I have some circut boards with a layer of platinum and silver on both sides..theres gold too...how do i seperate them from the silicon


----------



## butcher (Jun 24, 2014)

By educating yourself.

Electronic scrap may contain a little bit of these metals, like gold, silver and some of the platinum group metal, you may be able to recover some of those metals from electronic scrap, by educating yourself, with information you can find in this forum, but it will take a lot of work on your part, and you may learn that you have to work very hard, to get a just little bit of metal in return, for all of your hard work in study and work to recover that little bit.

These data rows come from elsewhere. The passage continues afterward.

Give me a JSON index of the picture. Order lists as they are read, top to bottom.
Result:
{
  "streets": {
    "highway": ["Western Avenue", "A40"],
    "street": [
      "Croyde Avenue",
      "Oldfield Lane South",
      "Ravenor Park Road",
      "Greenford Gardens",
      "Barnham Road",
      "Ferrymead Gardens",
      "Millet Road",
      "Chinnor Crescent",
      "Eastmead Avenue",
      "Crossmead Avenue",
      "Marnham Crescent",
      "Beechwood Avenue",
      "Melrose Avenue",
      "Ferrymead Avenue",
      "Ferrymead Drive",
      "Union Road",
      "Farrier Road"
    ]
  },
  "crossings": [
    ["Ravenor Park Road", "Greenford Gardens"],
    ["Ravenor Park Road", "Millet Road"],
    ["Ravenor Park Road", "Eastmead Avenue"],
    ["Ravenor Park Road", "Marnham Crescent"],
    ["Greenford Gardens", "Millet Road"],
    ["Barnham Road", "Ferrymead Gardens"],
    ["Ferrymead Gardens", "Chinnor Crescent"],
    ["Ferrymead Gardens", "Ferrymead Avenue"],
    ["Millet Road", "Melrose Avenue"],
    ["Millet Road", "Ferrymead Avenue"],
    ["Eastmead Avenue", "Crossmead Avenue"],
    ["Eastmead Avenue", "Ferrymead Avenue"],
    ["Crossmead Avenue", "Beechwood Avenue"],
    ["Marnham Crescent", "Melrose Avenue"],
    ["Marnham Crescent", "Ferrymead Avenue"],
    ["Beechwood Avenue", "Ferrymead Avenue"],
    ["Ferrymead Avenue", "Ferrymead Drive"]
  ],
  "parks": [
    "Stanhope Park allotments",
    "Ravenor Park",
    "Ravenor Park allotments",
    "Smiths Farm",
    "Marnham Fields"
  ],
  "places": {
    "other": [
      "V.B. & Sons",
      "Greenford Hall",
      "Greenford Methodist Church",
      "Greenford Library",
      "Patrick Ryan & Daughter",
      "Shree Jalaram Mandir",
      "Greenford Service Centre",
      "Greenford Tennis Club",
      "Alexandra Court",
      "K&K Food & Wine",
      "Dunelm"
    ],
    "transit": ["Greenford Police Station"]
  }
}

The forum is a great place to learn if you wish to learn this skill, the information to answer your question is here on the forum, your study can answer most any question you could think o concerning recovery and refining of precious metals, and the members here can be very helpful to you, with questions you may have when you do not understand something while you study and work to educate yourself.

I suspect what you see on those circuit boards is mostly just lead and tin solder, you will not find much platinum, sometimes you can see a little bit of the very thin gold plating on other base metal.

Electronic circuits are made as cheaply as possible, and the manufacturer only use valuable metals where they are needed, and normally using as little as possible to make the circuit reliable for its expected service life.

Most electronic scrap has been considered trash that is a problem for our environment because of the metals and nonmetals involved that can easily poison our environment, they are not overflowing with precious metals, although they do contain a tiny bit in them, recovering these metals from this trash is not easy, it takes an awful lot of education, it can be very dangerous, and is a lot of work for almost no return in profit.

To learn you must work to educate yourself, learn where these metals are, learn how to recover them, and learn to refine them, the information is here on the forum, if you wish to learn it is free.

Welcome to the forum the best place to educate yourself in these skills.


----------



## necromancer (Jun 24, 2014)

butcher is very correct !!

on this site you will find the largest resource for gold recovery & refining on the planet, and best of all its free

here on the forum we will not hold your hand and give you a free ride.

you will need to try and go through the site & find some information that pertains to your needs, there are rules here which seems you did not read before posting.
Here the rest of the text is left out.